● **Action item**:
Exact reproduction of all the data is needed.

● **Material provided**:
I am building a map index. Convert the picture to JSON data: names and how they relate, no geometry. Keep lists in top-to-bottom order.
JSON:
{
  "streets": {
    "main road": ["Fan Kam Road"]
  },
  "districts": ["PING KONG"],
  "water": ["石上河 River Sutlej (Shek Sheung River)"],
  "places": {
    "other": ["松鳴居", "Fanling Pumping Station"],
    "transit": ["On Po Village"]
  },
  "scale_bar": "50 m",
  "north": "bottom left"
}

● **Result**:
I am building a map index. Convert the picture to JSON data: names and how they relate, no geometry. Keep lists in top-to-bottom order.
JSON:
{
  "streets": {
    "main road": ["Fan Kam Road"]
  },
  "districts": ["PING KONG"],
  "water": ["石上河 River Sutlej (Shek Sheung River)"],
  "places": {
    "other": ["松鳴居", "Fanling Pumping Station"],
    "transit": ["On Po Village"]
  },
  "scale_bar": "50 m",
  "north": "bottom left"
}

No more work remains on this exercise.